Re: [clang] stack protector and f1f029c7bf
From: hpa
Date: Fri May 25 2018 - 07:00:57 EST
On May 23, 2018 3:08:19 PM PDT, Nick Desaulniers <ndesaulniers@xxxxxxxxxx> wrote:
>H. Peter,
>
>It was reported [0] that compiling the Linux kernel with Clang +
>CC_STACKPROTECTOR_STRONG was causing a crash in native_save_fl(), due
>to
>how GCC does not emit a stack guard for static inline functions (see
>Alistair's excellent report in [1]) but Clang does.
>
>When working with the LLVM release maintainers, Tom had suggested [2]
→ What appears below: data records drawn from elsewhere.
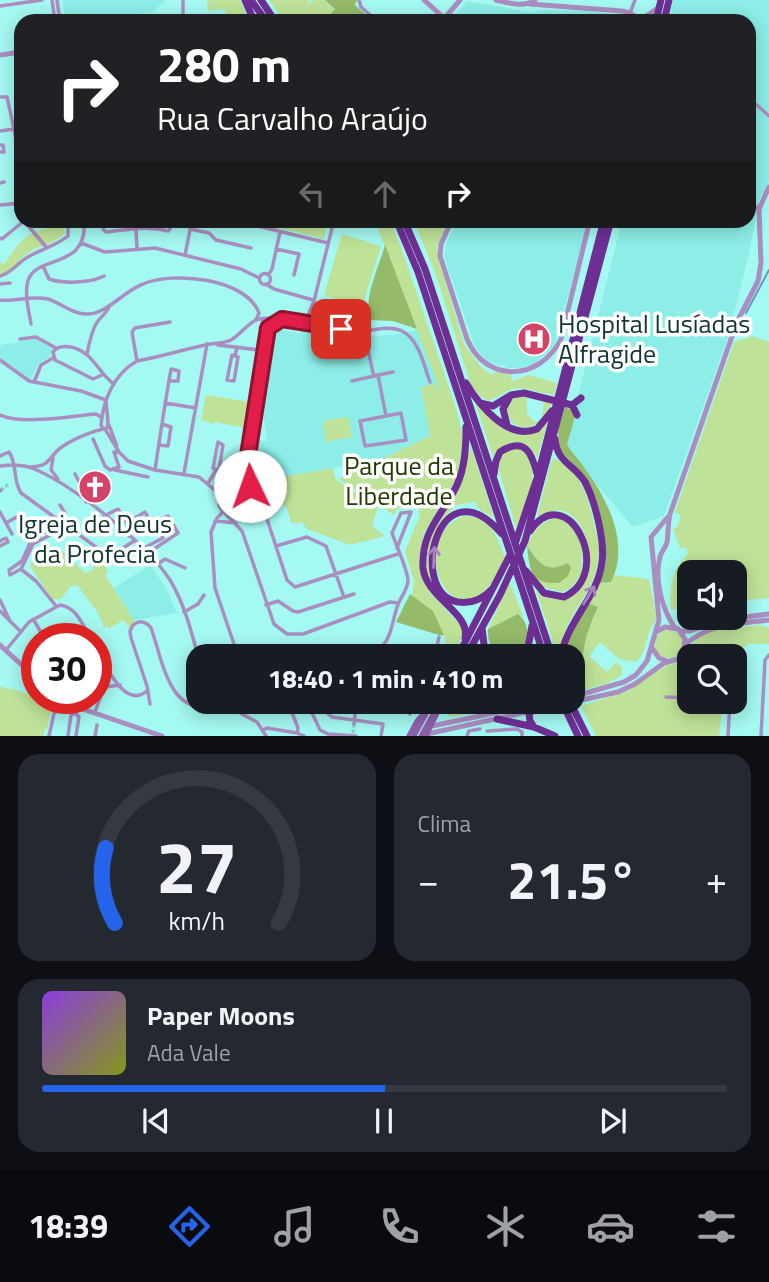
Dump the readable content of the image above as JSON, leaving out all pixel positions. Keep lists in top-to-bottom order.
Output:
{
  "parks": ["Parque da Liberdade"],
  "places": {
    "hospital": ["Hospital Lusíadas Alfragide"],
    "church": ["Igreja de Deus da Profecia"]
  },
  "page": {
    "turn": ["280 m", "Rua Carvalho Araújo"],
    "limit": "30",
    "trip": "18:40 · 1 min · 410 m",
    "tile": "Clima",
    "heat": ["−", "21.5°", "+"],
    "song": ["Paper Moons", "Ada Vale"],
    "tabs": "18:39",
    "gauge": ["27", "km/h"]
  }
}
>changing the inline assembly constraint in native_save_fl() from '=rm'
>to
>'=r', and Alistair had verified the disassembly:
>
>(good) code generated w/o -fstack-protector-strong:
>
>native_save_fl:
> pushfq
> popq -8(%rsp)
> movq -8(%rsp), %rax
> retq
>
>(good) code generated w/ =r input constraint:
>
>native_save_fl:
> pushfq
> popq %rax
> retq
>
>(bad) code generated with -fstack-protector-strong:
>
>native_save_fl:
> subq $24, %rsp
> movq %fs:40, %rax
> movq %rax, 16(%rsp)
> pushfq
> popq 8(%rsp)
> movq 8(%rsp), %rax
> movq %fs:40, %rcx
> cmpq 16(%rsp), %rcx
> jne .LBB0_2
> addq $24, %rsp
> retq
>.LBB0_2:
> callq __stack_chk_fail
>
>It looks like the sugguestion is actually a revert of your commit:
>ab94fcf528d127fcb490175512a8910f37e5b346:
>x86: allow "=rm" in native_save_fl()
>
>It seemed like there was a question internally about why worry about
>pop
>adjusting the stack if the stack could be avoided altogether.
>
>I think Sedat can retest this, but I was curious as well about the
>commit
>message in ab94fcf528d: "[ Impact: performance ]", but Alistair's
>analysis
>of the disassembly seems to indicate there is no performance impact (in
>fact, looks better as there's one less mov).
>
>Is there a reason we should not revert ab94fcf528d12, or maybe a better
>approach?
>
>[0] https://lkml.org/lkml/2018/5/7/534
>[1] https://bugs.llvm.org/show_bug.cgi?id=37512#c15
>[2] https://bugs.llvm.org/show_bug.cgi?id=37512#c22
Ok, this is the *second* thing about LLVM-originated bug reports that drives me batty. When you *do* identify a real problem, you propose a paper over and/or talk about it as an LLVM issue and don't consider the often far bigger picture.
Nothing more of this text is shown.